Our stay at Kendal is a short one—we are soon away for the
“Yorkshire Dales,
Among the rocks and winding scars,
Where deep and low the hamlets lie
Beneath their little patch of sky
And little lot of stars.”
So Wordsworth describes the narrow green valleys running between the long ridges of moorland hills and opening into the wide fertile plain in the center of which stands the city of York.
We drop southward for some little distance and then turn to the east, through the very heart of the hills. Just before we come to Settle, our attention is attracted by a group of people looking curiously into a stone trough by the wayside. There are expressions of disappointment—“It’s not working today.” We are told that this is Settle’s ebbing and flowing well, famous over all Yorkshire and concerning which a learned antiquary has written a book. But the well is out of commission today—the long drouth has affected the spring until for the second time in the last twenty-five years the phenomenon has ceased. Ordinarily there is a regular ebb and flow of the waters at intervals of from five to fifteen minutes. It is known that this strange spring has been in existence for hundreds of years, but the phenomenon has never been satisfactorily explained.

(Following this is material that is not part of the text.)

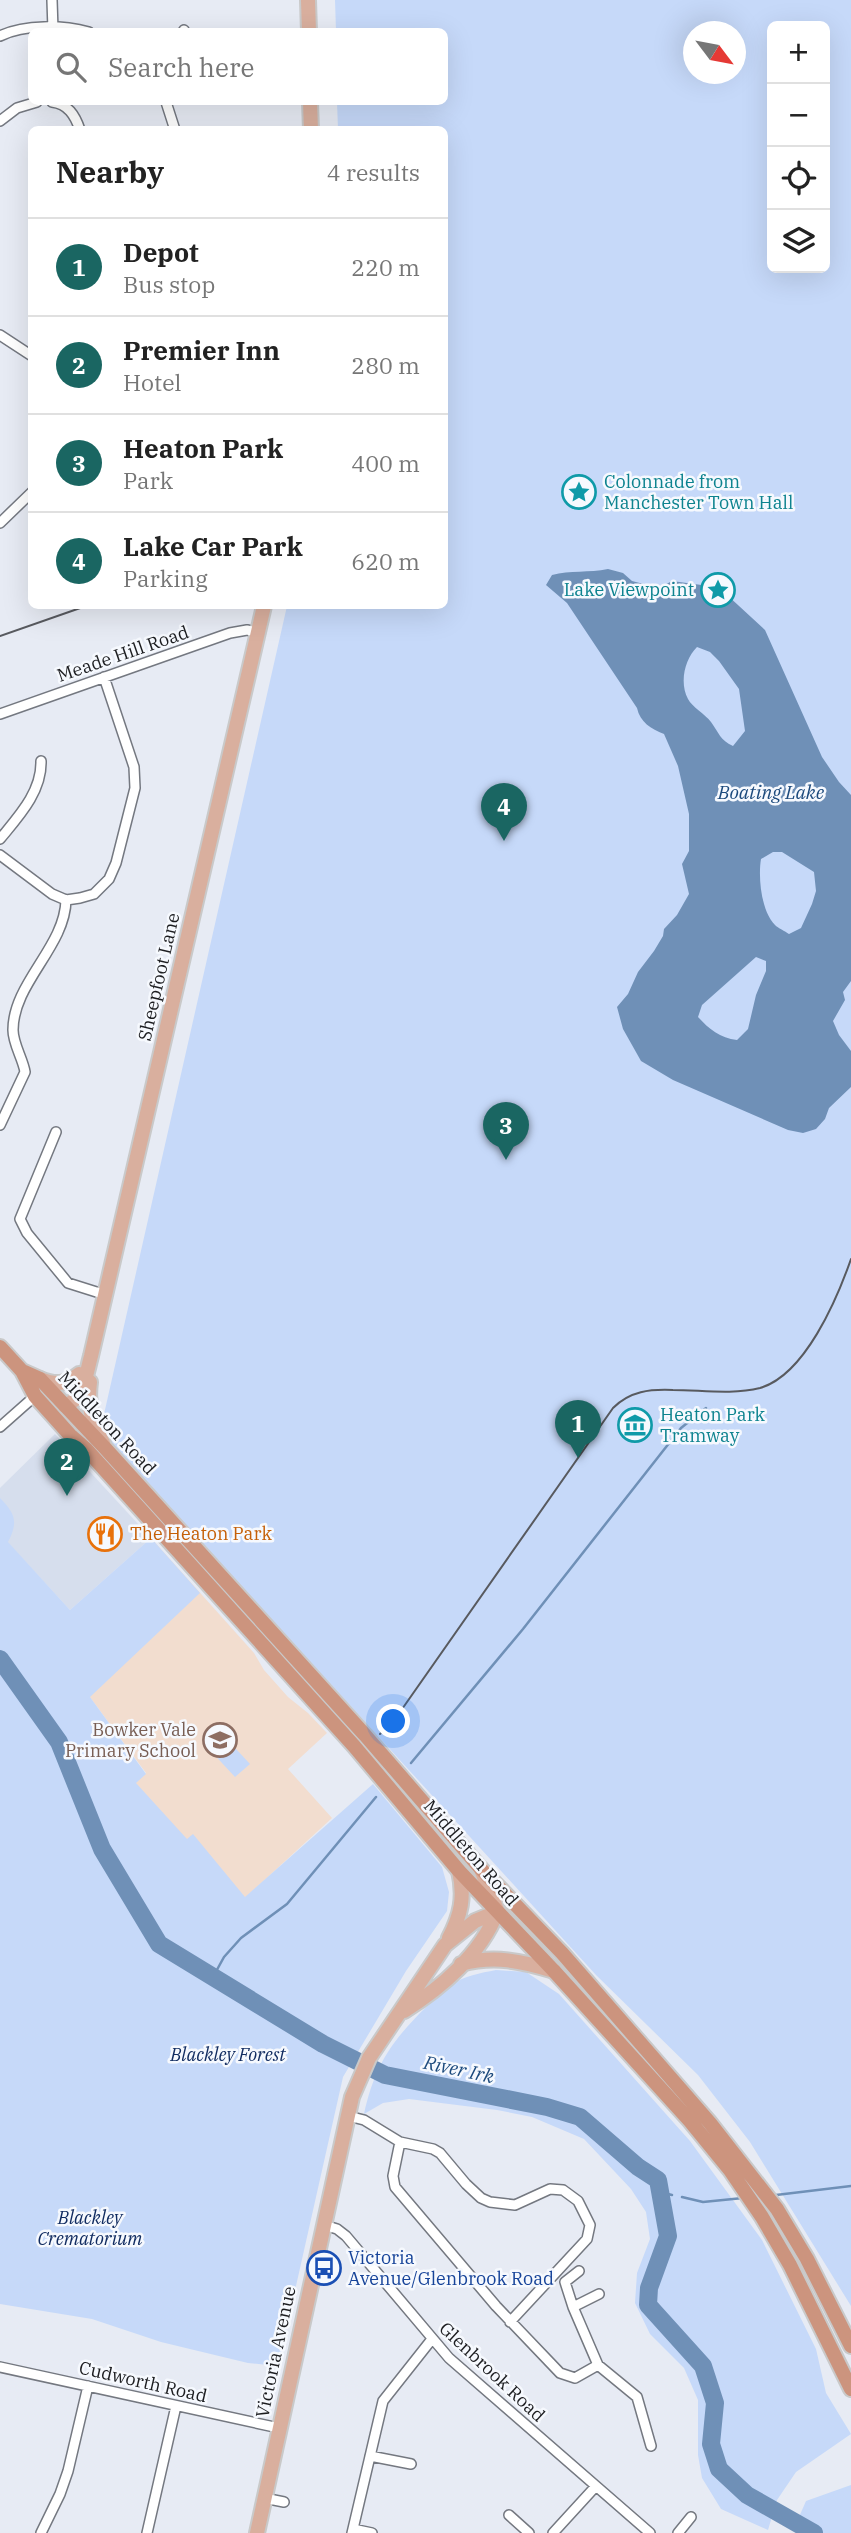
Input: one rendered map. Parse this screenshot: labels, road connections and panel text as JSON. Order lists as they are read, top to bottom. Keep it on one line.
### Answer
{"streets":{"highway":["Middleton Road"],"main road":["Sheepfoot Lane","Victoria Avenue"],"street":["Meade Hill Road","Glenbrook Road","Cudworth Road"]},"crossings":[["Meade Hill Road","Sheepfoot Lane"],["Sheepfoot Lane","Middleton Road"],["Victoria Avenue","Glenbrook Road"],["Victoria Avenue","Cudworth Road"]],"water":["Boating Lake","River Irk"],"parks":["Blackley Forest","Blackley Crematorium"],"places":{"place":["Colonnade from Manchester Town Hall","Lake Viewpoint"],"museum":["Heaton Park Tramway"],"restaurant":["The Heaton Park"],"school or university":["Bowker Vale Primary School"],"bus stop":["Victoria Avenue/Glenbrook Road"]},"north":"bottom right","page":{"map_buttons":["+","−"],"search":"Search here","heading":["Nearby","4 results"],"list":[{"mark":"1","name":"Depot","note":"Bus stop","value":"220 m"},{"mark":"2","name":"Premier Inn","note":"Hotel","value":"280 m"},{"mark":"3","name":"Heaton Park","note":"Park","value":"400 m"},{"mark":"4","name":"Lake Car Park","note":"Parking","value":"620 m"}],"pins":["4","3","1","2"]}}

A little farther we find a striking instance of how a bad name will linger long after its original significance has vanished; for Hellifield was once Hell-in-the-Field, because of its reputation for wickedness. But surely this straggling little village hardly looks its formidable cognomen today. A few miles on the Skipton road brings us in view of a strangely incongruous spectacle; on one of the rough hills an oriental temple stands with huge dome and slender minarets sharply outlined against the evening sky—a sight that almost savors of enchantment in such surroundings. But it is real enough, for an eccentric Londoner who embraced Buddhism some years ago, spent a fortune in erecting this temple on the bare northern hills.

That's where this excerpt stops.